Liang Chendi, Wang Xiaoxia, Yang Peng, Zhao Ru, Li Li, Wang Zhixin, Guo Yanqing
Department of Cardiology, Shanxi Cardiovascular Hospital, Taiyuan, Shanxi, China.
Department of Medical Oncology, Beijing YouAn Hospital, Capital Medical University, Beijing, China.
Front Cardiovasc Med. 2024 Apr 9;11:1365092. doi: 10.3389/fcvm.2024.1365092. eCollection 2024.
This study aimed to investigate the time course of cardiac rupture (CR) after acute myocardial infarction (AMI) and the differences among different rupture types.
We retrospectively analyzed 145 patients with CR after AMI at Shanxi Cardiovascular Hospital from June 2016 to September 2022. Firstly, according to the time from onset of chest pain to CR, the patients were divided into early CR (≤24 h) ( = 61 patients) and late CR (>24 h) ( = 75 patients) to explore the difference between early CR and late CR. Secondly, according to the type of CR, the patients were divided into free wall rupture (FWR) ( = 55) and ventricular septal rupture (VSR) ( = 90) to explore the difference between FWR and VSR.

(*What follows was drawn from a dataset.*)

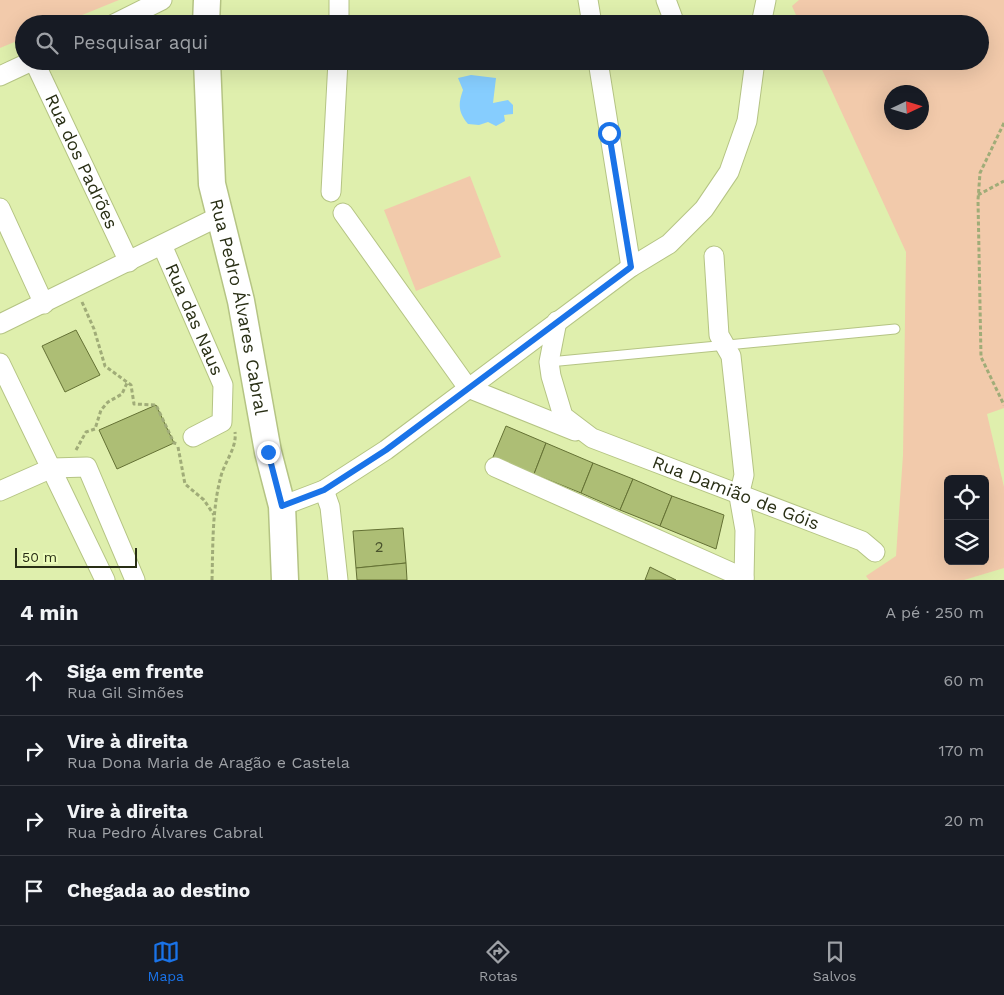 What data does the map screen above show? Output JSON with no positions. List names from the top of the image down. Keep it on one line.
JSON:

Multivariate logistic regression analysis showed that high white blood cell count (OR = 1.134, 95% CI: 1.019-1.260, = 0.021), low creatinine (OR = 0.991, 95% CI: 0.982-0.999, = 0.026) were independently associated with early CR. In addition, rapid heart rate (OR = 1.035, 95% CI: 1.009-1.061, = 0.009), low systolic blood pressure (OR = 0.981, 95% CI: 0.962-1.000, = 0.048), and anterior myocardial infarction (OR = 5.989, 95% CI: 1.978-18.136, = 0.002) were independently associated with VSR.
In patients with CR, high white blood cell count and low creatinine were independently associated with early CR, rapid heart rate, low systolic blood pressure, and anterior myocardial infarction were independently associated with VSR.
本研究旨在探讨急性心肌梗死(AMI)后心脏破裂(CR)的时间进程以及不同破裂类型之间的差异。
我们回顾性分析了2016年6月至2022年9月在山西心血管病医院发生AMI后出现CR的145例患者。首先,根据胸痛发作至CR的时间,将患者分为早期CR(≤24小时)(n = 61例患者)和晚期CR(>24小时)(n = 75例患者),以探讨早期CR与晚期CR之间的差异。其次,根据CR的类型,将患者分为游离壁破裂(FWR)(n = 55例)和室间隔破裂(VSR)(n = 90例),以探讨FWR与VSR之间的差异。
多因素逻辑回归分析显示,高白细胞计数(OR = 1.134,95%CI:1.019 - 1.260,P = 0.021)、低肌酐(OR = 0.991,95%CI:0.982 - 0.999,P = 0.026)与早期CR独立相关。此外,心率快(OR = 1.035,95%CI:1.009 - 1.061,P = 0.009)、收缩压低(OR = 0.981,95%CI:0.962 - 1.000,P = 0.048)和前壁心肌梗死(OR = 5.989,95%CI:1.978 - 18.136,P = 0.002)与VSR独立相关。
在CR患者中,高白细胞计数和低肌酐与早期CR独立相关,心率快、收缩压低和前壁心肌梗死与VSR独立相关。